The five commands:
docker pull hltcoe/steamroller:3 docker volume create my_experiment docker run -v my_experiment:/experiment hltcoe/steamroller:3 steamroller init docker run -v my_experiment:/experiment hltcoe/steamroller:3 steamroller run -Q docker run -it -p 8080:8080 -v my_experiment:/experiment hltcoe/steamroller:3 steamroller serve -H 0.0.0.0
correspond to:
- Downloading the prebuilt Python 3 Docker image
- Create a named volume for your experiment
- Initialize the experiment volume
- Perform the experiment
- Start the web server
You should then be able to browse to port 8080 on your local machine to see the results.
SteamRoller is a framework for testing the performance of various machine learning models on different tasks in the broad area of "text classification". It is designed to make it extremely easy to define new classification tasks, and new models, and drop them in to compare ther characteristics. It discourages doing anything "special" for different tasks, models, or combinations thereof, to ensure the comparisons are fair and expose all the costs incurred by the different choices.
SteamRoller's user-facing functionality is reflected by four submodules:
- tasks
- models
- metrics
- plots
Under the hood, SteamRoller has three additional submodules:
- tools
- scons
- ui
As explained below, changes to the code are usually unnecessary, as the most common conceptual classes (tasks and models) can be extended simply by editing the configuration file.
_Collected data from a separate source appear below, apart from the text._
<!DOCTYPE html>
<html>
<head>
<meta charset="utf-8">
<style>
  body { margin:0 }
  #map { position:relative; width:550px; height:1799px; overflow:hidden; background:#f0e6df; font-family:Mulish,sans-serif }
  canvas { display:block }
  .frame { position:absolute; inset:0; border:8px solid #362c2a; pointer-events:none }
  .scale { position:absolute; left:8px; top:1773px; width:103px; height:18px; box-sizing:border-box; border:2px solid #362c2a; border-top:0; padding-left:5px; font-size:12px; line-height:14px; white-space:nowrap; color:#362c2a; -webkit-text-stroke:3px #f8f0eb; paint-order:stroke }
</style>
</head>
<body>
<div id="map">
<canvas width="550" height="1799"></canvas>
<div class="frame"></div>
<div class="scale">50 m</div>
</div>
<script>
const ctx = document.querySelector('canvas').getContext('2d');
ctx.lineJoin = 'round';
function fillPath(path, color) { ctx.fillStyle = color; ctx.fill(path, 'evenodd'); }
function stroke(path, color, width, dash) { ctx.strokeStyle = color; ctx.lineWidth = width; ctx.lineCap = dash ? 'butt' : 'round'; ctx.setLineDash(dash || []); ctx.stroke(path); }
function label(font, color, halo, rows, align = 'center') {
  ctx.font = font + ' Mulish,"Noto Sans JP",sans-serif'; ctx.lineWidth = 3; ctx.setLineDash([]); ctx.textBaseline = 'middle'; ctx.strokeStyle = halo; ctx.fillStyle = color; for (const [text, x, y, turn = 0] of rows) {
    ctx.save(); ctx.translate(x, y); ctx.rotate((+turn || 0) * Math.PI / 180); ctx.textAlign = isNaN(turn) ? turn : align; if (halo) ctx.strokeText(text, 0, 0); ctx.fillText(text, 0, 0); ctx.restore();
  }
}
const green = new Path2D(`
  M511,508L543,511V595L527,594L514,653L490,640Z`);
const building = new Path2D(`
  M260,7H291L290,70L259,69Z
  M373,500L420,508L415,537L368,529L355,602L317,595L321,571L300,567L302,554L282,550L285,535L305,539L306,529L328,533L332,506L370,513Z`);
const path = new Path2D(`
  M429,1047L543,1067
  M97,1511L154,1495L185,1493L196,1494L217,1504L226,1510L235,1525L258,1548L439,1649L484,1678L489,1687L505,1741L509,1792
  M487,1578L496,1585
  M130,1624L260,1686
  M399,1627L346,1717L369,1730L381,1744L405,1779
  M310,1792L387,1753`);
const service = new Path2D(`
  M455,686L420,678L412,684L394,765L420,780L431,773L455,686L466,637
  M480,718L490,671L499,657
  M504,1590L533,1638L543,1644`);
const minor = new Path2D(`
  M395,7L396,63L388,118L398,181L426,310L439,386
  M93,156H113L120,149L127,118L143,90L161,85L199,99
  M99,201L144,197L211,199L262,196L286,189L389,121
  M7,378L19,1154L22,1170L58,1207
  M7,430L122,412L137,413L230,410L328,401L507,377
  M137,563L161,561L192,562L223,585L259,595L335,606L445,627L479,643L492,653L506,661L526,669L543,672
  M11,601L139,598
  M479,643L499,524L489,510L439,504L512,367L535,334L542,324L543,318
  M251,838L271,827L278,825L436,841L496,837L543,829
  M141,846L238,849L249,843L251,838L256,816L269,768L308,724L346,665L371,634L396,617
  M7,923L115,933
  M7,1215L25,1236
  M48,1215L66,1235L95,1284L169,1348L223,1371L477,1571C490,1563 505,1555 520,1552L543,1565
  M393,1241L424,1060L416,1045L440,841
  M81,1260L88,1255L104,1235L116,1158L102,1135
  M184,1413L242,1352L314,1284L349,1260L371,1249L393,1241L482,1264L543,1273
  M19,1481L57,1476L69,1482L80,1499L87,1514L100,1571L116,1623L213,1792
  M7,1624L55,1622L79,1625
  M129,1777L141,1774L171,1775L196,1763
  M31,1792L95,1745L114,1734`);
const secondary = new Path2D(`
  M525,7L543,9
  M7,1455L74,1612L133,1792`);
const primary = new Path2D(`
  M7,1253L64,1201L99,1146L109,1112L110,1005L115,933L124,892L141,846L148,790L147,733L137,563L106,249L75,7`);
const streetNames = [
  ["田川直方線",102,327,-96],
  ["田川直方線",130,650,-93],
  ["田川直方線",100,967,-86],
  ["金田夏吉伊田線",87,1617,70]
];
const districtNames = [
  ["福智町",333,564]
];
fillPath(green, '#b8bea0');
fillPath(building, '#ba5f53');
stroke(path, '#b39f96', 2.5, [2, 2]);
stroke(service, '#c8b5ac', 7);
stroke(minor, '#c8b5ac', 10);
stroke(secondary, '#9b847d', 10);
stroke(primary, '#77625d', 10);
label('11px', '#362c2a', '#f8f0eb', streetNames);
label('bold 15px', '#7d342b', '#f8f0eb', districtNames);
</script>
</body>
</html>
SteamRoller and its dependencies can be installed with pip install steamroller --user
. An empty directory can be initialized for performing experiments by executing steamroller init
from therein. This creates four files: SConstruct, and steamroller_config.json are the build system description and an example configuration file, respectively. csv/example.txt.gz is a tab-separated file of texts drawn from Python documentation, and SteamRoller source code. tasks/example.tgz is a Concrete archive of the same data, produced using the conversion tool described in this document.
The configuration file describes 150 experiments using the example data across several axes: 5 random folds, 5 model types, and 6 sizes of training data. They can be run locally, in serial, with:
steamroller run
This takes about 6 minutes to complete on a typical laptop. This can be sped up by using multiple threads to build targets in parallel, e.g. you can cut the runtime in half on a dual-core machine with:
steamroller run -j 2
In general, any options accepted by SCons can be included after steamroller run
: the only exception is the --config
option, which lets you specify a different SteamRoller configuration file. To get a list of SCons options, you can run steamroller run -h
. For heavy-duty experiments, you might want to use the HPC functionality described below.
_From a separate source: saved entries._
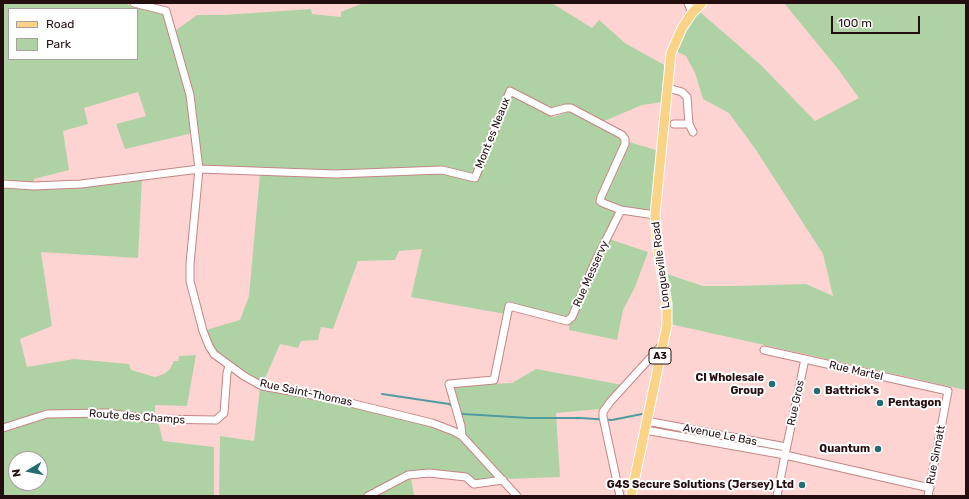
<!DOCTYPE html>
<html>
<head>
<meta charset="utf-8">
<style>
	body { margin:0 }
	#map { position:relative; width:969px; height:499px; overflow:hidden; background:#fed4d3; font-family:Rubik,sans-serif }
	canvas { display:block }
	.frame { position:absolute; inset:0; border:4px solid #250e0f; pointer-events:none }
	.legend { position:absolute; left:8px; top:8px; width:130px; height:52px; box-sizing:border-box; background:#fff; border:1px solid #a89f9f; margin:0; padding:5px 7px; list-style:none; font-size:12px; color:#250e0f }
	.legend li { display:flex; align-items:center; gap:8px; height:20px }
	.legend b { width:20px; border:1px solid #a89f9f }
	.north { position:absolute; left:8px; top:451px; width:40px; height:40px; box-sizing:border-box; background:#fff; border:1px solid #a89f9f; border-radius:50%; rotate:260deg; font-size:11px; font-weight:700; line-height:16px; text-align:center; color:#250e0f }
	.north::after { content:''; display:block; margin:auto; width:14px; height:18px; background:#216d70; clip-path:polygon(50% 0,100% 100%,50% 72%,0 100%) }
	.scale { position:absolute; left:831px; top:16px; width:89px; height:18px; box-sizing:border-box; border:2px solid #250e0f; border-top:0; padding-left:5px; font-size:12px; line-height:14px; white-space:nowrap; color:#250e0f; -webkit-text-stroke:3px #fff; paint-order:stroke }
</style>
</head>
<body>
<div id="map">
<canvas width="969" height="499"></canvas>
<div class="frame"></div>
<ul class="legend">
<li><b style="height:5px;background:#fbd387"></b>Road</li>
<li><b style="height:11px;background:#afd2a5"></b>Park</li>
</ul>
<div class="north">N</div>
<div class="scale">100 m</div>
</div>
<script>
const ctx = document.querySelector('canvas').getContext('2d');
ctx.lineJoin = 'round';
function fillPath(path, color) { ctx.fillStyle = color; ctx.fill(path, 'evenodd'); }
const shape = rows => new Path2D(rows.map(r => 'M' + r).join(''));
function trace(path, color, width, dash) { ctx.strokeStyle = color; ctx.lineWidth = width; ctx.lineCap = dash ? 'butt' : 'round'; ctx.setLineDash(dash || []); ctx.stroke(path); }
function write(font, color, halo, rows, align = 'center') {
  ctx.font = font + ' Rubik,sans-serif'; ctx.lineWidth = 4; ctx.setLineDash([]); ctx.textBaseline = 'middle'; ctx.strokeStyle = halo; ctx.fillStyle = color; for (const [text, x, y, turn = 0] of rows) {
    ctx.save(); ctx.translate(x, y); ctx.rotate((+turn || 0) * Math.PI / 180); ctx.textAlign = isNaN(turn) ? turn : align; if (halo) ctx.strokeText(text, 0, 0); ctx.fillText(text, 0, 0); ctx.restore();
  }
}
const green = shape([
	[3,3,126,3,132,7,160,12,164,16,185,85,193,133,125,149,116,124,146,116,138,92,84,108,88,124,63,131,69,170,34,179,34,183,3,182],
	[9,9,137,9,137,59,9,59],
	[363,3,552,3,592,28,599,20,625,43,666,66,663,102,642,105,602,122,574,105,564,104,557,109,552,109,510,87,473,175,442,168,318,171,202,167,192,88,175,31,197,15,223,15,311,9,312,14,341,17,341,12],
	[784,3,966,3,966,390,670,324,671,299,667,274,703,286,734,286,806,284,833,296,823,254,756,150,729,113,703,99,695,73,686,56,676,51,686,30,696,14,700,12,761,65,815,121,859,98,838,69],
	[512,95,554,117,569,111,619,136,623,142,597,201,617,212,570,316,564,319,508,301,505,314,411,297,422,249,399,251,395,260,358,261,333,329,321,327,318,340,301,341,298,348,280,344,263,383,243,373,215,352,206,330,240,320,249,296,260,174,442,172,477,182],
	[629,142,659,151,652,211,622,208,603,199],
	[142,177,138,258,41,252,52,326,20,339,27,367,74,359,129,364,131,370,155,377,164,374,170,369,174,361,178,361,179,356,196,355,187,406,155,405,155,417,44,412,3,424,3,187],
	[609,239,648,252,635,287,623,310,617,340,569,330,569,324,573,321],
	[536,369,623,385,600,409,556,413,560,477,506,479,466,436,453,386,512,383],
	[260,388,329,400,434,426,462,440,499,479,477,483,467,475,407,474,364,496,219,496,220,436,254,441],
	[89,416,158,421,163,441,214,447,214,496,3,496,3,431,46,417],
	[16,459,40,459,40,483,16,483],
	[411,477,414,496,371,496]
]);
const stream = shape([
	[382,394,449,404,453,407],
	[460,412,463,414,529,418,580,418,612,420,642,414]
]);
const minor = shape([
	[134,3,166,11,190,95,199,169,190,264,190,281,203,331,209,346,214,354,244,376,262,386,334,399,432,423,453,431,462,436,517,496],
	[688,3,692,13],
	[668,88,682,92,687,97,689,124,693,132],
	[674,124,689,124],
	[3,184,34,186,81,184,199,169,336,174,442,170,475,178,510,91,551,112,566,108,571,108,622,135,625,139,625,144,601,197,600,201,603,203,621,210,655,215],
	[764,350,948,391,928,496],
	[805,359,785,455,930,488],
	[646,421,786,447],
	[3,428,47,414,106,413,153,419,216,420,224,413,227,373,229,366],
	[645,430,785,455,777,496],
	[462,436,461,426,449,384,494,380,509,306,567,321,572,317,595,262,621,210],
	[368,496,408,475,429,473,466,477,474,484,503,480],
	[620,496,603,417,603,412,610,402,662,345]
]);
const major = shape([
	[631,496,667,325,667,304,658,250,655,215,671,53,682,28,692,13,702,3]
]);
const markers = [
	[772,384,4,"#216d70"],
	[817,391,4,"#216d70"],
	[880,403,4,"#216d70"],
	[878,449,4,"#216d70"],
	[802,485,4,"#216d70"]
];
const shields = [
	[660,356,22]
];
const shieldNames = [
	["A3",660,356]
];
const streetNames = [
	["Mont es Neaux",493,133,-68],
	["Longueville Road",661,265,-97],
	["Rue Messervy",591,274,-66],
	["Rue Martel",856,371,13],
	["Rue Saint-Thomas",306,393,12],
	["Rue Gros",796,403,-78],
	["Route des Champs",137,417,4],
	["Avenue Le Bas",720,435,11],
	["Rue Sinnatt",936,455,-79]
];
const poiNames = [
	["CI Wholesale",764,378],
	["Group",764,391],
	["Battrick's",825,391,"left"],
	["Pentagon",888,403,"left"],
	["Quantum",870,449],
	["G4S Secure Solutions (Jersey) Ltd",794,485]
];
fillPath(green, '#afd2a5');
trace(stream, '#509b9e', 2);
trace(minor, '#c58585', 9);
trace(major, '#fff', 11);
trace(minor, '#fff', 7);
trace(major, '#fbd387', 9);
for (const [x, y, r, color] of markers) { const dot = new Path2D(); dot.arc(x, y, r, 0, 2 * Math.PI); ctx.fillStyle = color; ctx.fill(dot); trace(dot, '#fff', 1.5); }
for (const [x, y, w] of shields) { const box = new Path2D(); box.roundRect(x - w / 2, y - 8, w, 16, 3); ctx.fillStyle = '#fff'; ctx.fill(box); trace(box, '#250e0f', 1); }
write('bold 10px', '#250e0f', null, shieldNames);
write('11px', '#250e0f', '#fff', streetNames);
write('bold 11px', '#250e0f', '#fff', poiNames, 'right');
</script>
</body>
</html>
Once the experiments have finished, you will want to compare their performance. Generally, the final product of a set of SteamRoller experiments is a plot of some metric (accuracy, run-time, memory usage, etc) with respect to some other variable (number of training examples, hyper-parameter value, etc). Running steamroller serve
will, by default, start a web server at http://localhost:8080 with links to the plots generated for each task, or you can examine the figures directly in the work/ subdirectory.
By default, steamroller_config.json has "GRID" : false
, and experiments will run serially on the local machine. If you are running on an HPC grid like Univa, Sun Grid Engine, or Torque, setting "GRID" : true
instructs SteamRoller to run experiments via the qsub command. Since the jobs are distributed across the grid, the invocation of SteamRoller will submit them and then wait until they have completed, polling the scheduler and printing the current number of running jobs. If you interrupt the SteamRoller command in this state, the grid jobs will continue to run, so you can either allow them to do so (e.g. if the interruption was accidental), or manually kill the running jobs with a command like qdel -u USERNAME
. The latter is particularly important if you want to change and rerun experiments, as otherwise you may have multiple jobs simultaneously building the same output file.
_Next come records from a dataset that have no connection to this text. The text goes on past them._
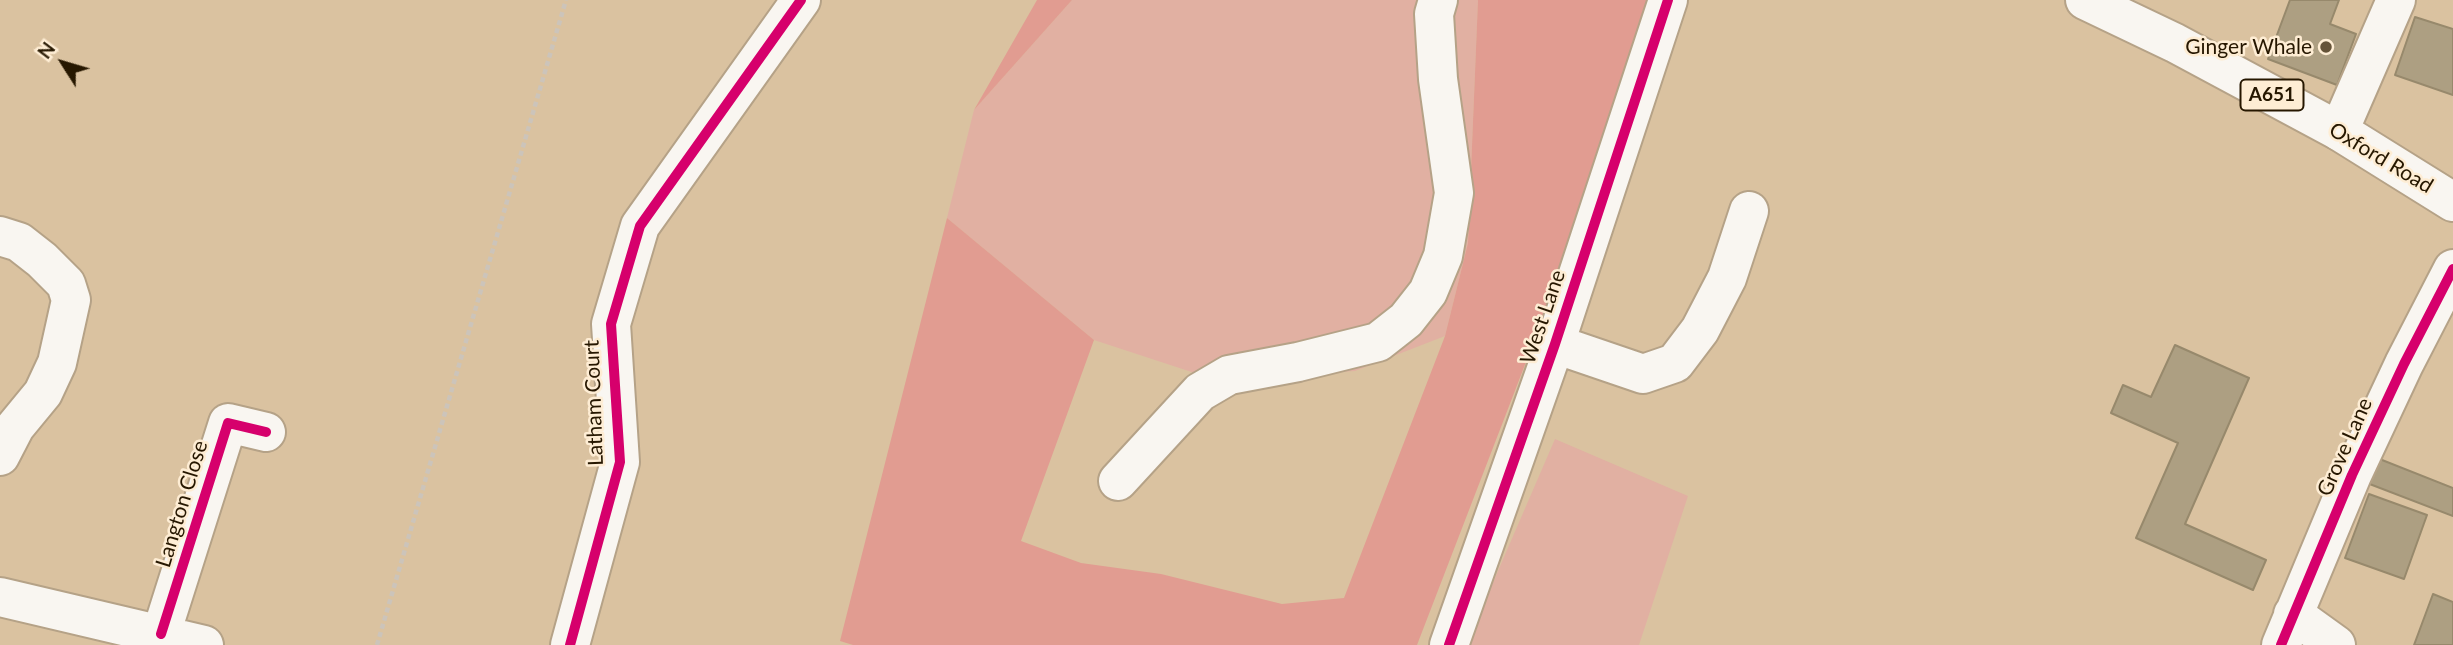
<!DOCTYPE html>
<html>
<head>
<meta charset="utf-8">
<style>
	body { margin:0 }
	#map { position:relative; width:2453px; height:645px; overflow:hidden; background:#dac2a0; font-family:Lato,sans-serif }
	canvas { display:block }
	.north { position:absolute; left:28px; top:28px; width:70px; height:70px; -webkit-text-stroke:5px #feedd4; paint-order:stroke; rotate:307deg; font-size:19px; font-weight:700; line-height:28px; text-align:center; color:#261700 }
	.north::after { content:''; display:block; margin:auto; width:24px; height:32px; background:#261700; clip-path:polygon(50% 0,100% 100%,50% 72%,0 100%) }
</style>
</head>
<body>
<div id="map">
<canvas width="2453" height="645"></canvas>
<div class="north">N</div>
</div>
<script>
const ctx = document.querySelector('canvas').getContext('2d');
ctx.lineJoin = 'round';
function fill(path, color) {
  ctx.fillStyle = color;
  ctx.fill(path, 'evenodd');
}
function poly(rows) {
  const path = new Path2D();
  for (const r of rows) {
    path.moveTo(r[0], r[1]);
    for (let i = 2; i < r.length; i += 2) path.lineTo(r[i], r[i + 1]);
  }
  return path;
}
function trace(path, color, width, dash) {
  ctx.strokeStyle = color;
  ctx.lineWidth = width;
  ctx.lineCap = dash ? 'butt' : 'round';
  ctx.setLineDash(dash || []);
  ctx.stroke(path);
}
function drawText(font, color, halo, rows, align = 'center') {
  ctx.font = font + ' Lato,sans-serif';
  ctx.lineWidth = 5;
  ctx.setLineDash([]);
  ctx.textBaseline = 'middle';
  ctx.strokeStyle = halo;
  ctx.fillStyle = color;
  for (const [text, x, y, turn = 0] of rows) {
    ctx.save();
    ctx.translate(x, y);
    ctx.rotate((+turn || 0) * Math.PI / 180);
    ctx.textAlign = isNaN(turn) ? turn : align;
    if (halo) ctx.strokeText(text, 0, 0);
    ctx.fillText(text, 0, 0);
    ctx.restore();
  }
}
const green = poly([
	[1072,0,1478,0,1468,243,1445,336,1355,371,1216,380,1094,340,947,218,974,110],
	[1555,439,1688,496,1639,645,1466,645]
]);
const forest = poly([
	[1037,0,1072,0,974,110],
	[1478,0,1653,0,1625,105,1417,645,853,645,840,641,947,218,1094,340,1021,541,1081,563,1161,574,1282,604,1344,598,1445,336,1468,243]
]);
const building = poly([
	[2290,0,2339,0,2330,24,2356,34,2337,85,2268,59,2290,0],
	[2415,17,2453,29,2453,95,2395,75,2415,17],
	[2175,345,2249,378,2185,524,2266,560,2253,590,2136,538,2178,443,2111,413,2123,385,2151,397,2175,345],
	[2377,458,2453,488,2453,516,2367,483,2377,458],
	[2369,494,2427,515,2404,579,2345,558,2369,494],
	[2433,594,2453,602,2453,645,2414,645,2433,594]
]);
const path = poly([
	[377,645,566,0]
]);
const minor = poly([
	[2339,131,2396,0],
	[0,236,19,242,42,260,66,284,71,300,57,363,43,393,15,427,0,456],
	[1555,344,1643,374,1675,363,1700,330,1727,278,1749,211],
	[1118,481,1200,392,1229,375,1298,362,1378,342,1406,320,1428,292,1443,256,1454,193,1438,79,1434,14,1438,0],
	[0,597,204,645],
	[2293,614,2336,645],
	[161,634,228,423,266,432],
	[570,645,620,462,611,324,640,226,801,0],
	[1449,645,1555,344,1668,0],
	[2281,645,2352,475,2404,364,2453,269]
]);
const major = poly([
	[2085,0,2175,43,2339,131,2453,202]
]);
const cycleway = poly([
	[161,634,228,423,266,432],
	[570,645,620,462,611,324,640,226,801,0],
	[1449,645,1555,344,1668,0],
	[2281,645,2352,475,2404,364,2453,269]
]);
const markers = [
	[2326,47,7,"#655338"]
];
const shields = [
	[2272,95,63]
];
const shieldNames = [
	["A651",2272,95]
];
const poiNames = [
	["Ginger Whale",2312,47]
];
const streetNames = [
	["Oxford Road",2381,158,31],
	["West Lane",1543,317,-71],
	["Latham Court",594,403,-92],
	["Grove Lane",2345,447,-66],
	["Langton Close",182,504,-73]
];
fill(green, '#e1b0a2');
fill(forest, '#e19c91');
fill(building, '#ad9f82');
trace(building, '#97896c', 2);
trace(minor, '#b5a287', 42);
trace(major, '#b5a287', 42);
trace(path, '#ccc4ba', 4.5, [5, 3.5]);
trace(minor, '#f9f6f1', 38);
trace(major, '#f9f6f1', 38);
trace(cycleway, '#d6006c', 10);
for (const [x, y, r, color] of markers) {
  const dot = new Path2D();
  dot.arc(x, y, r, 0, 2 * Math.PI);
  ctx.fillStyle = color;
  ctx.fill(dot);
  trace(dot, '#feedd4', 2.5);
}
for (const [x, y, w] of shields) {
  const box = new Path2D();
  box.roundRect(x - w / 2, y - 15.5, w, 31, 5);
  ctx.fillStyle = '#feedd4';
  ctx.fill(box);
  trace(box, '#261700', 2);
}
drawText('bold 19px', '#261700', null, shieldNames);
drawText('21px', '#261700', '#feedd4', poiNames, 'right');
drawText('21px', '#261700', '#feedd4', streetNames);
</script>
</body>
</html>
In SteamRoller, a task is simply a pointer to documents annotated with discrete labels. For example, the default steamroller_config.json file has the following entry:
"TASKS" : [ {"NAME" : "ExampleTask", "FILE" : "tasks/example.tgz" } ]
That's it. We use the Concrete data format, so the file is a tar archive where each entry is a Communication object, but SteamRoller has functionality to convert from a simple text format like that of the auto-generated csv/example.txt.gz
file. If your data is a text file with lines in tab-separated format:
ID LABEL TEXT
you can create an appropriate Concrete tar archive by running python -m steamroller.tools.convert -i TEXT_FILE -o TAR_FILE
. Make sure that any tab characters in the text column are appropriately escaped (SteamRoller uses Python's csv module).
A model in SteamRoller is defined by the command-line processes for:
- Training based on some data
- Applying to some new data
Looking again at the default steamroller_config.json, there is an entry:
"MODELS" : [ {"NAME" : "SVM", "TRAIN_COMMAND" : "python -m steamroller.models.scikit_learn --type svm --train ${SOURCES[0]} --input ${SOURCES[1]} --output ${TARGETS[0]} --max_ngram ${MAX_NGRAM}", "APPLY_COMMAND" : "python -m steamroller.models.scikit_learn --type svm --model ${SOURCES[0]} --test ${SOURCES[1]} --input ${SOURCES[2]} --output ${TARGETS[0]}" } ]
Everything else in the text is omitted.